Lastly, one might object that both of these constructions build the semidirect product as a colimits. One usually encounters semidirect products are a generalization of direct products, which are limits, so one might hope for a limit construction. But this is something of a coincidence: the direct product is a quotient of the coproduct (free product) via $$N\times H=N*H/\langle\!\langle nhn^{-1}h^{-1}\rangle\!\rangle_{n\in N, h\in H}$$ where $\langle\!\langle\cdot\rangle\!\rangle$ denotes the normal closure generated by those elements. A semidirect product is a twist of this quotient via $$N\times H=N*H/\langle\!\langle nhn^{-1}\theta_h(n)^{-1}\rangle\!\rangle_{n\in N, h\in H}$$ Indeed, within the category of groups (or, really, any subcategory of pointed sets), a direct product has both projection and injection maps to and from (respectively) each direct factor. The projections are what makes it a direct product…and the condition that semidirect products choose to weaken.

Answer 2

Since this got bumped already today, I'll add another answer based on Martin Brandenburg's answer in the linked question.

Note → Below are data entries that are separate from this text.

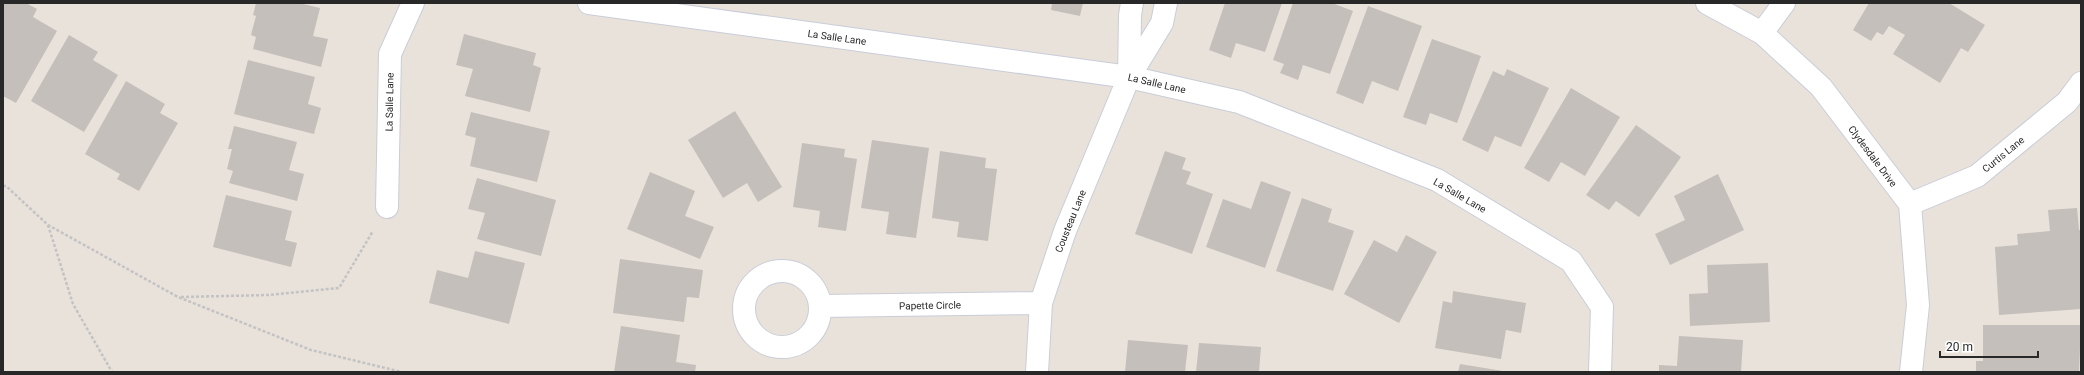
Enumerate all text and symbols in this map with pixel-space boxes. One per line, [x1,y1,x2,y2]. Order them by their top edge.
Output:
street label: La Salle Lane [807,28,867,47]
street label: La Salle Lane [1127,71,1187,95]
street label: La Salle Lane [383,72,396,132]
street label: Clydesdale Drive [1846,124,1899,189]
street label: Curtis Lane [1980,134,2026,175]
street label: La Salle Lane [1431,176,1488,215]
street label: Cousteau Lane [1053,188,1088,254]
street label: Papette Circle [899,299,961,312]
scale bar [1940,333,2038,359]
text: 20 m [1946,340,1973,354]

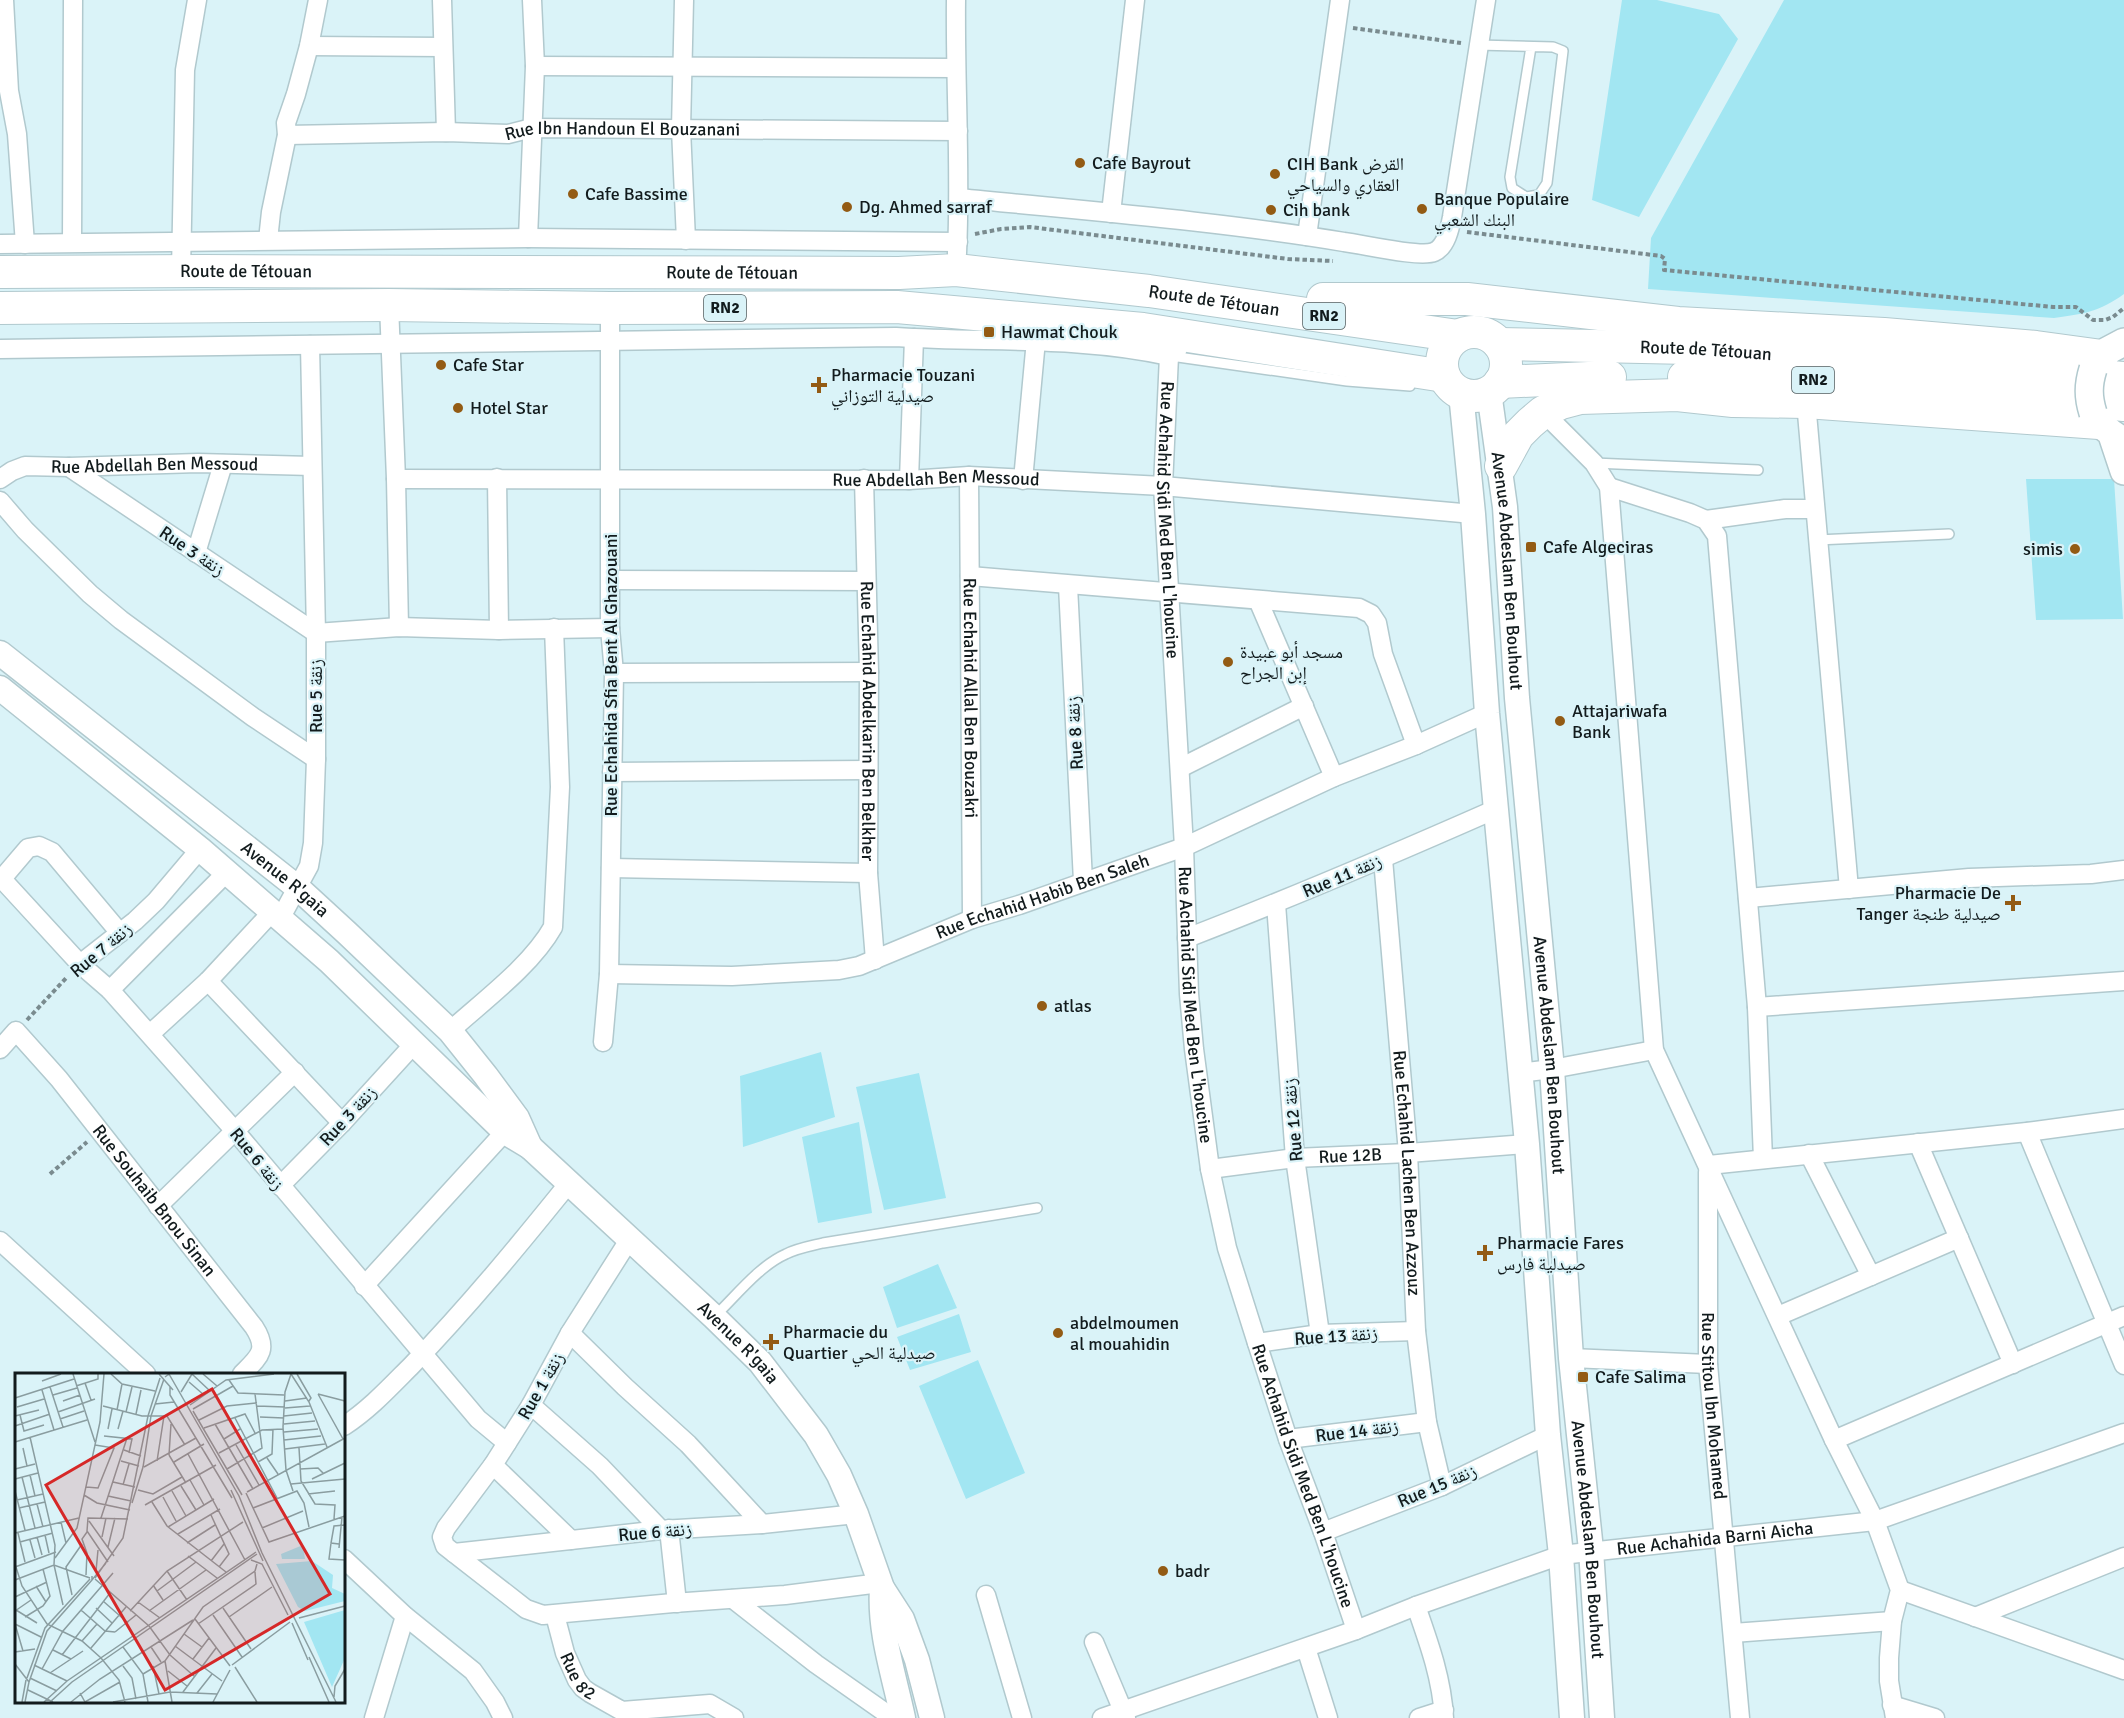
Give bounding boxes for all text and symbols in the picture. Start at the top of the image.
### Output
street label: Rue Ibn Handoun El Bouzanani [502,117,740,145]
place label: Cafe Bayrout [1092,152,1191,174]
place label: CIH Bank القرض العقاري والسياحي [1287,153,1404,200]
marker: Cafe Bayrout [1073,156,1087,170]
marker: CIH Bank القرض العقاري والسياحي [1268,167,1282,181]
place label: Cafe Bassime [585,183,688,205]
marker: Cafe Bassime [566,187,580,201]
place label: Banque Populaire البنك الشعبي [1434,188,1569,235]
place label: Dg. Ahmed sarraf [859,196,993,218]
place label: Cih bank [1283,199,1350,221]
marker: Dg. Ahmed sarraf [840,200,854,214]
marker: Banque Populaire البنك الشعبي [1415,202,1429,216]
marker: Cih bank [1264,203,1278,217]
street label: Route de Tétouan [180,260,312,282]
street label: Route de Tétouan [666,261,798,284]
street label: Route de Tétouan [1147,280,1281,321]
road number: RN2 [704,295,746,321]
road number: RN2 [1303,303,1345,329]
place label: Hawmat Chouk [1001,321,1118,343]
marker: Hawmat Chouk [982,325,996,339]
street label: Route de Tétouan [1640,336,1773,365]
place label: Cafe Star [453,354,524,376]
marker: Cafe Star [434,358,448,372]
place label: Pharmacie Touzani صيدلية التوزاني [831,364,975,411]
road number: RN2 [1792,367,1834,393]
marker: Pharmacie Touzani صيدلية التوزاني [812,378,826,392]
street label: Rue Achahid Sidi Med Ben L'houcine [1152,380,1184,659]
place label: Hotel Star [470,397,548,419]
marker: Hotel Star [451,401,465,415]
street label: Avenue Abdeslam Ben Bouhout [1486,450,1527,691]
street label: Rue Abdellah Ben Messoud [51,452,259,478]
street label: Rue Abdellah Ben Messoud [832,465,1040,491]
street label: Rue 3 زنقة [155,521,229,581]
street label: Rue Echahida Sfia Bent Al Ghazouani [600,534,622,816]
place label: Cafe Algeciras [1543,536,1653,558]
place label: simis [2023,538,2063,560]
marker: Cafe Algeciras [1524,540,1538,554]
marker: simis [2068,542,2082,556]
street label: Rue Echahid Allal Ben Bouzakri [959,578,982,818]
street label: Rue Echahid Abdelkarin Ben Belkher [856,580,880,862]
place label: مسجد أبو عبيدة إبن الجراح [1240,641,1343,685]
marker: مسجد أبو عبيدة إبن الجراح [1221,655,1235,669]
street label: Rue 5 زنقة [305,659,327,733]
street label: Rue 8 زنقة [1062,695,1088,770]
place label: Attajariwafa Bank [1572,700,1667,743]
marker: Attajariwafa Bank [1553,714,1567,728]
street label: Avenue R'gaia [237,836,334,922]
street label: Rue Echahid Habib Ben Saleh [932,849,1152,944]
street label: Rue 11 زنقة [1299,850,1385,902]
street label: Rue Achahid Sidi Med Ben L'houcine [1174,866,1217,1145]
place label: Pharmacie De Tanger صيدلية طنجة [1857,882,2001,925]
marker: Pharmacie De Tanger صيدلية طنجة [2006,896,2020,910]
street label: Rue 7 زنقة [66,918,136,982]
street label: Avenue Abdeslam Ben Bouhout [1528,935,1570,1175]
place label: atlas [1054,995,1092,1017]
marker: atlas [1035,999,1049,1013]
street label: Rue Echahid Lachen Ben Azzouz [1388,1049,1425,1296]
street label: Rue 12 زنقة [1278,1077,1308,1163]
street label: Rue 3 زنقة [315,1081,381,1151]
street label: Rue Souhaib Bnou Sinan [88,1120,221,1281]
street label: Rue 6 زنقة [225,1123,289,1195]
street label: Rue 12B [1318,1143,1383,1168]
place label: Pharmacie Fares صيدلية فارس [1497,1232,1624,1275]
marker: Pharmacie Fares صيدلية فارس [1478,1246,1492,1260]
street label: Avenue R'gaia [693,1296,784,1388]
place label: abdelmoumen al mouahidin [1070,1312,1179,1355]
street label: Rue Stitou Ibn Mohamed [1697,1312,1731,1501]
place label: Pharmacie du Quartier صيدلية الحي [783,1321,936,1368]
street label: Rue 13 زنقة [1294,1322,1379,1350]
marker: abdelmoumen al mouahidin [1051,1326,1065,1340]
marker: Pharmacie du Quartier صيدلية الحي [764,1335,778,1349]
street label: Rue Achahid Sidi Med Ben L'houcine [1247,1341,1359,1611]
street label: Rue 1 زنقة [513,1348,569,1423]
place label: Cafe Salima [1595,1366,1686,1388]
marker: Cafe Salima [1576,1370,1590,1384]
inset map [15,1373,345,1703]
street label: Rue 14 زنقة [1314,1415,1400,1447]
street label: Avenue Abdeslam Ben Bouhout [1567,1419,1609,1659]
street label: Rue 15 زنقة [1394,1460,1480,1512]
street label: Rue Achahida Barni Aicha [1616,1517,1814,1560]
street label: Rue 6 زنقة [617,1518,693,1546]
place label: badr [1175,1560,1210,1582]
marker: badr [1156,1564,1170,1578]
street label: Rue 82 [555,1649,600,1705]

The point of this answer is to give a short and to the point answer that's (ideally) a little more transparent to beginners than the other existing answer.

If $\phi:K\to \newcommand\Aut{\operatorname{Aut}}\Aut(N)$, then $N\rtimes_\phi K$ is universal among groups $G$ with pairs of maps $i : N\to G$ and $j : K\to G$ such that for all $n\in N$, $k\in K$, $$ j(k)i(n)j(k)^{-1} = i(\phi_k(n)), $$ where $\phi_k=\phi(k)$, In the sense that for any such group $G$ there is a unique map $(i,j) : N\rtimes_\phi K \to G$ such that $(i,j)|_N = i$, and $(i,j)|_K = j$.

In words, $N\rtimes_\phi K$ is universal (initial) for groups $G$ with maps from $N$ and $K$ where the image of $K$ is in the normalizer of the image of $N$, the kernel of $N\to G$ is fixed (setwise) by the action of $K$, and the conjugation action of $K$ on the image of $N$ is given by $\phi$.

As discussed in the other answer, despite products being a special case of semidirect products, we only have injection maps and not projections for semidirect products, so they are a kind of colimit.

For other perspectives and more details read the other answer by Jacob Manaker or the MO answer by Martin Brandenburg.